PHP Profiling with Cachegrind and XDebug

Often clients ask me to speed up their websites.  In most cases I use a backend to frontend approach. To get a general overview why a website might be slow I usually start by generating a code profile and analyzing it in Wincachegrind/Kcachegrind. This is in my opinion the fastest way to isolate slow code sections.

To generate the code profile you need to have XDebug installed. The following example shows how to install and configure XDebug for Ubuntu. To keep things simple I assume PHP + Apache are already set up and running. In case you are not running Ubuntu you might need to adjust this.

First install the XDebug PHP module:

root@michael:~# apt-get install php5-xdebug

The next step is to configure XDebug (don’t forget to restart Apache after).

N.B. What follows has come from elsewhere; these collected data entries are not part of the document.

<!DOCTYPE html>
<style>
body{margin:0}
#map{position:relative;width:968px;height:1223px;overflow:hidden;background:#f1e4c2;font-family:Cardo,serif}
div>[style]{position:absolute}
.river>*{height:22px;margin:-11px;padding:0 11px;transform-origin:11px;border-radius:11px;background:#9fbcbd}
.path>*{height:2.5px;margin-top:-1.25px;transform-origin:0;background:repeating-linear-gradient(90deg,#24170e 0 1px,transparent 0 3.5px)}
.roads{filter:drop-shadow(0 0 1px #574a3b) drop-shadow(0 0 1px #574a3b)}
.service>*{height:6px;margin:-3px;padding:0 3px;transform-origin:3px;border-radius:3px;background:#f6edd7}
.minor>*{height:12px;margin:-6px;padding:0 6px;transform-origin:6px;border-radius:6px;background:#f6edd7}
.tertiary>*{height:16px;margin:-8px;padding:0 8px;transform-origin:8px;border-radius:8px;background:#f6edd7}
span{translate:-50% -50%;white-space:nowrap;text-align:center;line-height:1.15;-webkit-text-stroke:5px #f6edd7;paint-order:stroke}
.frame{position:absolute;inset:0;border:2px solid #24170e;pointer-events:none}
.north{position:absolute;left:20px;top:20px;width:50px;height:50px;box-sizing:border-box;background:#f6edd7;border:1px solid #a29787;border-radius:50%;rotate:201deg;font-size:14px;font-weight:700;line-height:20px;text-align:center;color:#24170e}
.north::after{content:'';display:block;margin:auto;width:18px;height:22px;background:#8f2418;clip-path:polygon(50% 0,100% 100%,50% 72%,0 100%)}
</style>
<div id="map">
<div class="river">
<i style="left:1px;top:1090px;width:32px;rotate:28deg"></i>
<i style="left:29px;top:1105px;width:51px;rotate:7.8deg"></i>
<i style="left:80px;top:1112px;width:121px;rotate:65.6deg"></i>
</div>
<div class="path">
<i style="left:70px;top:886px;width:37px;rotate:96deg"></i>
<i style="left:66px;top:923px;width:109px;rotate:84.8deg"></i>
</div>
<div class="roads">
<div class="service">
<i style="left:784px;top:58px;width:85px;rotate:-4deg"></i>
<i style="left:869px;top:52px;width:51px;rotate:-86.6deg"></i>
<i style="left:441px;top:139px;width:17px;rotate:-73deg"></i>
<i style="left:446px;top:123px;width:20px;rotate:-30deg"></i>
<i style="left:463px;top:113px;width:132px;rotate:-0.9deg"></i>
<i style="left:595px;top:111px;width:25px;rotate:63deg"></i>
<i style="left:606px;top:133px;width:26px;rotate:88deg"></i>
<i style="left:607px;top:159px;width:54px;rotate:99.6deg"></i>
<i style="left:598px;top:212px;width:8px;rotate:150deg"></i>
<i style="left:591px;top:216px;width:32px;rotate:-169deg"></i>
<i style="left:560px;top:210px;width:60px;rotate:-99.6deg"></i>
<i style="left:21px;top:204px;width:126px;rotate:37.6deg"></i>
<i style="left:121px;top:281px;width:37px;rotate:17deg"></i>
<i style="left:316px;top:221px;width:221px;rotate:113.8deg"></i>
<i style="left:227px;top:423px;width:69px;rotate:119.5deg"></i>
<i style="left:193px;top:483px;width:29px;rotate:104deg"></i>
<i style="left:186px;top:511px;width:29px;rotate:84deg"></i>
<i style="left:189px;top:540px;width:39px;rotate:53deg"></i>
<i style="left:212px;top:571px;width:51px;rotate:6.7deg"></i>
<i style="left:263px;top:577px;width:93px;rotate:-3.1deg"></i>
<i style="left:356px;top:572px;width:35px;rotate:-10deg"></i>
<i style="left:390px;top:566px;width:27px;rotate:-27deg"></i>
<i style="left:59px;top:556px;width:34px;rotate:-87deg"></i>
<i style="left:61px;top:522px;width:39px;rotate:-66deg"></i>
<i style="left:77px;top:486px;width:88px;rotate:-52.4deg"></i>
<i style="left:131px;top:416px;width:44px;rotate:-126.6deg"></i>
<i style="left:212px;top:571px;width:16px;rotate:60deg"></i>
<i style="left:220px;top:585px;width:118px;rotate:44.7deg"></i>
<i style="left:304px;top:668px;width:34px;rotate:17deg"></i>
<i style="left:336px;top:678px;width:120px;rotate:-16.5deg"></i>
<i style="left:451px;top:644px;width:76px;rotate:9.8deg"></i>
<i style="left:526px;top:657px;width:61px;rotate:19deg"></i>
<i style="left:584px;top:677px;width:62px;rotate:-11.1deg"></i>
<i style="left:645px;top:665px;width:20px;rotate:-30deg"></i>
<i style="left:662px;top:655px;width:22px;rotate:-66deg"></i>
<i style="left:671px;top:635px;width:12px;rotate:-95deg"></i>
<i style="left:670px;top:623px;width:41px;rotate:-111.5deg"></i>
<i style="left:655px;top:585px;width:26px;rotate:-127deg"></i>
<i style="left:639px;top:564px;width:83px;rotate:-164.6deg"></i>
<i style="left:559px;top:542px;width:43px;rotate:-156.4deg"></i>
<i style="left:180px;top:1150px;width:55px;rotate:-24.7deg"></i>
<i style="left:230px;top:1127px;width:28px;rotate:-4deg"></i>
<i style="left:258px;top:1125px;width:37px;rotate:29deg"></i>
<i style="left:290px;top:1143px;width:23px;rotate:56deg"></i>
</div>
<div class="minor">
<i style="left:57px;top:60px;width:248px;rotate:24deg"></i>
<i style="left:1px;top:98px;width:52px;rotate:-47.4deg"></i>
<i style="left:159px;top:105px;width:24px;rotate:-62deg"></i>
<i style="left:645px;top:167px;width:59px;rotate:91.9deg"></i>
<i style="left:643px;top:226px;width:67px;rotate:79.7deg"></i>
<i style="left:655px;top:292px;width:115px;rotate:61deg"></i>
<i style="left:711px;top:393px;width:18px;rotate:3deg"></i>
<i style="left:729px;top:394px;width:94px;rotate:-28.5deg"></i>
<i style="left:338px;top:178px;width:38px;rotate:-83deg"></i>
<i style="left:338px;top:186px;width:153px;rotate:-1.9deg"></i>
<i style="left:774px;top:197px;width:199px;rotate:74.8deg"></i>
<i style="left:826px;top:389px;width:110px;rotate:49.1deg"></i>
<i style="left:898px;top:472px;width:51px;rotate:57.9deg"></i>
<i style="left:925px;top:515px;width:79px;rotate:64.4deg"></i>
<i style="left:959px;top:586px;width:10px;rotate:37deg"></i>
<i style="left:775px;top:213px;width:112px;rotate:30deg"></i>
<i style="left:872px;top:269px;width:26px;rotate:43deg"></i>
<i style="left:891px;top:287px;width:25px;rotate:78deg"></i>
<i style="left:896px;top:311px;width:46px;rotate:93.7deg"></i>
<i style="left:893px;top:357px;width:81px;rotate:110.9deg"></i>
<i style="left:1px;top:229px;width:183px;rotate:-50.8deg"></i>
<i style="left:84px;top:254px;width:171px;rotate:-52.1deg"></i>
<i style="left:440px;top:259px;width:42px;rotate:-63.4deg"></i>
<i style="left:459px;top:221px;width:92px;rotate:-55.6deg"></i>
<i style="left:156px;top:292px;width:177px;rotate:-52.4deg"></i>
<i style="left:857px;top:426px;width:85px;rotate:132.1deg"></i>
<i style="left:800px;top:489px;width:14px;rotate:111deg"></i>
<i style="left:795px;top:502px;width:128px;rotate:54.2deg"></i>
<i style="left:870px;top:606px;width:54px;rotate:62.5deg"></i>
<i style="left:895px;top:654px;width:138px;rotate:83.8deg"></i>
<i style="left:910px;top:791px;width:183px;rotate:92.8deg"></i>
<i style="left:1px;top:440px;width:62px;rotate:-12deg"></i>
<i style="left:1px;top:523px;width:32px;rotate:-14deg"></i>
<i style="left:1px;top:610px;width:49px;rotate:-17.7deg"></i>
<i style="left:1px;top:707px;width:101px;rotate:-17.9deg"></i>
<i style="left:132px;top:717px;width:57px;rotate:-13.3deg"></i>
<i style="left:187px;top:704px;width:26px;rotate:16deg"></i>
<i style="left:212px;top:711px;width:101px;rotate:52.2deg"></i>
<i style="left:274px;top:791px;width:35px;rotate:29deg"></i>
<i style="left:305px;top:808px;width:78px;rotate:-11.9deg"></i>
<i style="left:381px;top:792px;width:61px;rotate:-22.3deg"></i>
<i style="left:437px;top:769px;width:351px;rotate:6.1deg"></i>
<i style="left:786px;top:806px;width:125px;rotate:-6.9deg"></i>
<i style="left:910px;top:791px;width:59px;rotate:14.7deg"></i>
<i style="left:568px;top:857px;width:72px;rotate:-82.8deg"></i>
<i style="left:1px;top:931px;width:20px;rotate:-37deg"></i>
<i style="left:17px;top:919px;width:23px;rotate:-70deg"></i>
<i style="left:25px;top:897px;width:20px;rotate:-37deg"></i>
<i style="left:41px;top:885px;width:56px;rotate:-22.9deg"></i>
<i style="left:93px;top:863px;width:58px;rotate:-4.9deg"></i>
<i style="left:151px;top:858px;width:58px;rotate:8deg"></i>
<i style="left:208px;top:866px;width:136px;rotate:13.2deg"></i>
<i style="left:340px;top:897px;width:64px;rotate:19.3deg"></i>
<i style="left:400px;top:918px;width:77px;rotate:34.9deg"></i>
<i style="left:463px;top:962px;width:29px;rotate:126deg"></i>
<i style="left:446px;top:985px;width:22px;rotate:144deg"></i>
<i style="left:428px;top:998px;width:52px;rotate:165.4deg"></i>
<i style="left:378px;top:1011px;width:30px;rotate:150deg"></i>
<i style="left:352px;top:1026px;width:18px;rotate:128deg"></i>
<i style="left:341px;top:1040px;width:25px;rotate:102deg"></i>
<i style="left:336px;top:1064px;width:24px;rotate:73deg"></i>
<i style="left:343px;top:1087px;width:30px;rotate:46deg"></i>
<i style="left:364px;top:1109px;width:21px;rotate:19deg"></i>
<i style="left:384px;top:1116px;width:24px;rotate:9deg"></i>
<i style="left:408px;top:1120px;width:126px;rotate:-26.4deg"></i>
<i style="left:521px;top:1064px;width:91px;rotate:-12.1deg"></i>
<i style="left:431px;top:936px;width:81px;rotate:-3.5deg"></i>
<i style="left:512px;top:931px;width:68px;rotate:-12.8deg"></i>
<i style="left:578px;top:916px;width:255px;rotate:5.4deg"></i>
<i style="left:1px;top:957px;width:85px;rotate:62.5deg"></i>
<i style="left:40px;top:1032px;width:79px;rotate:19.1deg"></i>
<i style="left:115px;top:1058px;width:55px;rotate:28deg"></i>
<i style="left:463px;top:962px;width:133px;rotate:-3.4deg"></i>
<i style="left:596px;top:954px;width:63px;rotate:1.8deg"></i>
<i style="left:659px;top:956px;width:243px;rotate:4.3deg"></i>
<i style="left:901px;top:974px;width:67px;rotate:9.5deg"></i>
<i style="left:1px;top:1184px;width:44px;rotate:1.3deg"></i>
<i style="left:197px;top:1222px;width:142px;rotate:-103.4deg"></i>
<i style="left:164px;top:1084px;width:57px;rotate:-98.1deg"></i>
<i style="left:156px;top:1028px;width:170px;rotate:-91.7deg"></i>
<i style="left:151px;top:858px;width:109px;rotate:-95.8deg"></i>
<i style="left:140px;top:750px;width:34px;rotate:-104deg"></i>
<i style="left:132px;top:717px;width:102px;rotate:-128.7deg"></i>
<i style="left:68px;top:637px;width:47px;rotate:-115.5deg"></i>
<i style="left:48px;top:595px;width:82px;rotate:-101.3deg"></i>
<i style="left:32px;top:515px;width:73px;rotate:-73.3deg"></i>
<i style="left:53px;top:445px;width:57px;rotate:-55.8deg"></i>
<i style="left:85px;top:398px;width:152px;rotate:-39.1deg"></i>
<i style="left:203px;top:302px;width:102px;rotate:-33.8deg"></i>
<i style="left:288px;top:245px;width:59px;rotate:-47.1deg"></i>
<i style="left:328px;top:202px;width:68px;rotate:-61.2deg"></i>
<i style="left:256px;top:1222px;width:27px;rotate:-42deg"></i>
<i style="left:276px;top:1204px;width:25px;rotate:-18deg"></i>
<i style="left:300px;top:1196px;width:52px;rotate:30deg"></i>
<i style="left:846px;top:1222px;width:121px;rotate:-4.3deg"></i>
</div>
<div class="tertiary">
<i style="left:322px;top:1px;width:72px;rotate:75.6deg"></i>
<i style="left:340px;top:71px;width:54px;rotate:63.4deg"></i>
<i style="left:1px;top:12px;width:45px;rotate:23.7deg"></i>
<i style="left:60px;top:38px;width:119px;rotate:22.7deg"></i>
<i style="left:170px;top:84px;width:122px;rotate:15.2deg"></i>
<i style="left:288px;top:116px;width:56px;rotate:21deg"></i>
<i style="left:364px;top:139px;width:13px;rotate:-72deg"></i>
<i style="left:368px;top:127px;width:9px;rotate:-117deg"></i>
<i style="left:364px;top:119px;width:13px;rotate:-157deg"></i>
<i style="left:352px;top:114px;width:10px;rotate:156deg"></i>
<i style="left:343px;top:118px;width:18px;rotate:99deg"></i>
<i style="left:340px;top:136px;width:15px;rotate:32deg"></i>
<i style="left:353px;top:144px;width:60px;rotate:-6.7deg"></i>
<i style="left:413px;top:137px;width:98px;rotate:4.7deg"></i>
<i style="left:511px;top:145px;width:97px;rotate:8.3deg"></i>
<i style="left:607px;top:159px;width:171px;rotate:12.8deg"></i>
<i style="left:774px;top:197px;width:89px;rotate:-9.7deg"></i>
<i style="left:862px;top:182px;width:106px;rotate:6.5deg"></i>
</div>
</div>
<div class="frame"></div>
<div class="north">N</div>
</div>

/etc/php5/conf.d/xdebug.ini (Ubuntu)

xdebug.profiler_enable="0"
xdebug.profiler_output_dir="/tmp/xdebug"
xdebug.profiler_output_name="cachegrind.out.%p"
xdebug.profiler_enable_trigger="1"
xdebug.profiler_append="0"
xdebug.profiler_aggregate="0"

Once this is done add the XDEBUG_PROFILE query string to the URL of the page you want to profile.

http://example.com/test.php?XDEBUG_PROFILE=1

XDebug will now generate a code profile in /tmp. In case this doesn’t work double check if Apache has write permissions to the /tmp directory. The file should be called cachegrind.out.[ApacheProcessId]. I do most of my GUI stuff in Windows and use Wincachegrind to visualize my code profiles. Wincachegrind isn’t maintained any more and its last release dates back to 2009, but it still does the trick. Another popular alternative is KCachegrind which provides a neat visual call tree. I prefer Wincachegrind though as it is much easier to follow the code flow. The XDebug profiler documentation page  maintains a full list of alternatives.

Here a screenshot of Wincachegrind visualizing an example code profile.

WinCachegrind profiling session

Note: for security reasons, don’t enable XDebug profiling on live sites. Generating the code profiles is very resource intensive and having profiling enabled might enable an attacker to perform a DOS attack.